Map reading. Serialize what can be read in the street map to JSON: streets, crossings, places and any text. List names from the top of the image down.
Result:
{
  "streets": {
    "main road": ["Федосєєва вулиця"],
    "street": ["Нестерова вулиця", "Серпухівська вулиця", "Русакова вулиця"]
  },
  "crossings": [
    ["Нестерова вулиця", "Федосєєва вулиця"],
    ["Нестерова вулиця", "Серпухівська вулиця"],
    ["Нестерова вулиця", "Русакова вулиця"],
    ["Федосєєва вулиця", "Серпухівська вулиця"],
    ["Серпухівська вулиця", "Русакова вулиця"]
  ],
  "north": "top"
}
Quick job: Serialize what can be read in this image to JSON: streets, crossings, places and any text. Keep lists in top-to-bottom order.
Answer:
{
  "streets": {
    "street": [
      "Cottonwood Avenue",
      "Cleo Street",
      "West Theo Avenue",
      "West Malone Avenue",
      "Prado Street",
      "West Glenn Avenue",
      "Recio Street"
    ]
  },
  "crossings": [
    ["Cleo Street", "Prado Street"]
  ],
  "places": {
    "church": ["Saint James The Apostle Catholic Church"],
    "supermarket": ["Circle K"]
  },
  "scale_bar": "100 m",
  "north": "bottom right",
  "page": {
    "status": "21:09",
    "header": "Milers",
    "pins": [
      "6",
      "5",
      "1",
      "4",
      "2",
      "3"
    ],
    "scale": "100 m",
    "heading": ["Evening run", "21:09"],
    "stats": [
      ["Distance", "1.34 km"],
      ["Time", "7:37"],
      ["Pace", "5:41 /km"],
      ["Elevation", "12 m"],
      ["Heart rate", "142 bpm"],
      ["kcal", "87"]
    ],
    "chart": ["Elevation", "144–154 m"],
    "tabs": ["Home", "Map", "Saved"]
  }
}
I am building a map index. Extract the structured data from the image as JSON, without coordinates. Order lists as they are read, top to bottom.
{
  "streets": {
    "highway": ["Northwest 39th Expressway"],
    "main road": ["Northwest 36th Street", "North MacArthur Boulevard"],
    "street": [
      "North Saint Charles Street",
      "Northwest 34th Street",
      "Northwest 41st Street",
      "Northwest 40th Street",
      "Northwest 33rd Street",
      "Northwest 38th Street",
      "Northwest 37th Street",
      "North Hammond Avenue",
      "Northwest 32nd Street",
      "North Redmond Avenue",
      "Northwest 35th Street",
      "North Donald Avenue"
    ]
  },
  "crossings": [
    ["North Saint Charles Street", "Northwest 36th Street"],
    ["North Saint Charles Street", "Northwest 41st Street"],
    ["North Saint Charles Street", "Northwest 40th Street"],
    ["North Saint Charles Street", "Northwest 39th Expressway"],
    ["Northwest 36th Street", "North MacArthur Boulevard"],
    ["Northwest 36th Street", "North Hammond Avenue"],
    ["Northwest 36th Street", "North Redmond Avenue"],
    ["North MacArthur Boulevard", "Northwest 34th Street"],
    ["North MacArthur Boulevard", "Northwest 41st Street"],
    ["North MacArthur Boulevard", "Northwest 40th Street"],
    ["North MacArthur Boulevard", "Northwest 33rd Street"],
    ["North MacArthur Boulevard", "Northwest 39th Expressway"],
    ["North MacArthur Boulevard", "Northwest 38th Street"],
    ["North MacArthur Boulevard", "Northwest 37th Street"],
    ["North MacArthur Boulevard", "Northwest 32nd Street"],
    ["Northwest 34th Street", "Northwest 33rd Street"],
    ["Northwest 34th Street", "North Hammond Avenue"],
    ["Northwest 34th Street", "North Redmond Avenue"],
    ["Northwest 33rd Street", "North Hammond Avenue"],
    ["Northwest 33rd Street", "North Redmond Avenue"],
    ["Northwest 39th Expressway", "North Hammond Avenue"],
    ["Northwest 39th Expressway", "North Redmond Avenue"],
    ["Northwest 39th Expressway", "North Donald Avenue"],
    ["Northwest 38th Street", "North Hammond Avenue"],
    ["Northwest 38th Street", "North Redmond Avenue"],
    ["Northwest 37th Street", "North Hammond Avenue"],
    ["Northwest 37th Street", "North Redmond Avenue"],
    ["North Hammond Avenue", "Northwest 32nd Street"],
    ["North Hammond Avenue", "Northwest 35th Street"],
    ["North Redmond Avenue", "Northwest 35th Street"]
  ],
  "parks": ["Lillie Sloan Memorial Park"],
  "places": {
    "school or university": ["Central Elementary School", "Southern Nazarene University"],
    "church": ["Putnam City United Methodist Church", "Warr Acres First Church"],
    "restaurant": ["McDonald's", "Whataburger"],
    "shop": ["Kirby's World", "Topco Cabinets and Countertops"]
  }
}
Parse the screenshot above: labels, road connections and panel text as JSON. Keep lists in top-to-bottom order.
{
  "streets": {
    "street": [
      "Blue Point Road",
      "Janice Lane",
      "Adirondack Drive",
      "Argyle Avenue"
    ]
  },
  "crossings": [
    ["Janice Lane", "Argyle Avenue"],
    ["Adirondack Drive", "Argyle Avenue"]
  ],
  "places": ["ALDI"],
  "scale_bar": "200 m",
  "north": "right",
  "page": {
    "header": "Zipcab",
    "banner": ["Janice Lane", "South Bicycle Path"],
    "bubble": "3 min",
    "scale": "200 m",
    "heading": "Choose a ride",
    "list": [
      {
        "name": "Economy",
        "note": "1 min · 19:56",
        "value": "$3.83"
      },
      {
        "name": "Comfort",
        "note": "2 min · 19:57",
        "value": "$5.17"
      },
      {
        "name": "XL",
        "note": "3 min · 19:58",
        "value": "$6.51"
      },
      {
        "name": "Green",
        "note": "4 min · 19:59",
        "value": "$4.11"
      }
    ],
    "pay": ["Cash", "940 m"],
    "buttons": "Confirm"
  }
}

○ ○ ○

Exercise details
Would you print each line of the listing again, unaltered?

Exercise output
Map reading. Serialize what can be read in the street map to JSON: streets, crossings, places and any text. List names from the top of the image down.
Result:
{
  "streets": {
    "main road": ["Федосєєва вулиця"],
    "street": ["Нестерова вулиця", "Серпухівська вулиця", "Русакова вулиця"]
  },
  "crossings": [
    ["Нестерова вулиця", "Федосєєва вулиця"],
    ["Нестерова вулиця", "Серпухівська вулиця"],
    ["Нестерова вулиця", "Русакова вулиця"],
    ["Федосєєва вулиця", "Серпухівська вулиця"],
    ["Серпухівська вулиця", "Русакова вулиця"]
  ],
  "north": "top"
}
Quick job: Serialize what can be read in this image to JSON: streets, crossings, places and any text. Keep lists in top-to-bottom order.
Answer:
{
  "streets": {
    "street": [
      "Cottonwood Avenue",
      "Cleo Street",
      "West Theo Avenue",
      "West Malone Avenue",
      "Prado Street",
      "West Glenn Avenue",
      "Recio Street"
    ]
  },
  "crossings": [
    ["Cleo Street", "Prado Street"]
  ],
  "places": {
    "church": ["Saint James The Apostle Catholic Church"],
    "supermarket": ["Circle K"]
  },
  "scale_bar": "100 m",
  "north": "bottom right",
  "page": {
    "status": "21:09",
    "header": "Milers",
    "pins": [
      "6",
      "5",
      "1",
      "4",
      "2",
      "3"
    ],
    "scale": "100 m",
    "heading": ["Evening run", "21:09"],
    "stats": [
      ["Distance", "1.34 km"],
      ["Time", "7:37"],
      ["Pace", "5:41 /km"],
      ["Elevation", "12 m"],
      ["Heart rate", "142 bpm"],
      ["kcal", "87"]
    ],
    "chart": ["Elevation", "144–154 m"],
    "tabs": ["Home", "Map", "Saved"]
  }
}
I am building a map index. Extract the structured data from the image as JSON, without coordinates. Order lists as they are read, top to bottom.
{
  "streets": {
    "highway": ["Northwest 39th Expressway"],
    "main road": ["Northwest 36th Street", "North MacArthur Boulevard"],
    "street": [
      "North Saint Charles Street",
      "Northwest 34th Street",
      "Northwest 41st Street",
      "Northwest 40th Street",
      "Northwest 33rd Street",
      "Northwest 38th Street",
      "Northwest 37th Street",
      "North Hammond Avenue",
      "Northwest 32nd Street",
      "North Redmond Avenue",
      "Northwest 35th Street",
      "North Donald Avenue"
    ]
  },
  "crossings": [
    ["North Saint Charles Street", "Northwest 36th Street"],
    ["North Saint Charles Street", "Northwest 41st Street"],
    ["North Saint Charles Street", "Northwest 40th Street"],
    ["North Saint Charles Street", "Northwest 39th Expressway"],
    ["Northwest 36th Street", "North MacArthur Boulevard"],
    ["Northwest 36th Street", "North Hammond Avenue"],
    ["Northwest 36th Street", "North Redmond Avenue"],
    ["North MacArthur Boulevard", "Northwest 34th Street"],
    ["North MacArthur Boulevard", "Northwest 41st Street"],
    ["North MacArthur Boulevard", "Northwest 40th Street"],
    ["North MacArthur Boulevard", "Northwest 33rd Street"],
    ["North MacArthur Boulevard", "Northwest 39th Expressway"],
    ["North MacArthur Boulevard", "Northwest 38th Street"],
    ["North MacArthur Boulevard", "Northwest 37th Street"],
    ["North MacArthur Boulevard", "Northwest 32nd Street"],
    ["Northwest 34th Street", "Northwest 33rd Street"],
    ["Northwest 34th Street", "North Hammond Avenue"],
    ["Northwest 34th Street", "North Redmond Avenue"],
    ["Northwest 33rd Street", "North Hammond Avenue"],
    ["Northwest 33rd Street", "North Redmond Avenue"],
    ["Northwest 39th Expressway", "North Hammond Avenue"],
    ["Northwest 39th Expressway", "North Redmond Avenue"],
    ["Northwest 39th Expressway", "North Donald Avenue"],
    ["Northwest 38th Street", "North Hammond Avenue"],
    ["Northwest 38th Street", "North Redmond Avenue"],
    ["Northwest 37th Street", "North Hammond Avenue"],
    ["Northwest 37th Street", "North Redmond Avenue"],
    ["North Hammond Avenue", "Northwest 32nd Street"],
    ["North Hammond Avenue", "Northwest 35th Street"],
    ["North Redmond Avenue", "Northwest 35th Street"]
  ],
  "parks": ["Lillie Sloan Memorial Park"],
  "places": {
    "school or university": ["Central Elementary School", "Southern Nazarene University"],
    "church": ["Putnam City United Methodist Church", "Warr Acres First Church"],
    "restaurant": ["McDonald's", "Whataburger"],
    "shop": ["Kirby's World", "Topco Cabinets and Countertops"]
  }
}
Parse the screenshot above: labels, road connections and panel text as JSON. Keep lists in top-to-bottom order.
{
  "streets": {
    "street": [
      "Blue Point Road",
      "Janice Lane",
      "Adirondack Drive",
      "Argyle Avenue"
    ]
  },
  "crossings": [
    ["Janice Lane", "Argyle Avenue"],
    ["Adirondack Drive", "Argyle Avenue"]
  ],
  "places": ["ALDI"],
  "scale_bar": "200 m",
  "north": "right",
  "page": {
    "header": "Zipcab",
    "banner": ["Janice Lane", "South Bicycle Path"],
    "bubble": "3 min",
    "scale": "200 m",
    "heading": "Choose a ride",
    "list": [
      {
        "name": "Economy",
        "note": "1 min · 19:56",
        "value": "$3.83"
      },
      {
        "name": "Comfort",
        "note": "2 min · 19:57",
        "value": "$5.17"
      },
      {
        "name": "XL",
        "note": "3 min · 19:58",
        "value": "$6.51"
      },
      {
        "name": "Green",
        "note": "4 min · 19:59",
        "value": "$4.11"
      }
    ],
    "pay": ["Cash", "940 m"],
    "buttons": "Confirm"
  }
}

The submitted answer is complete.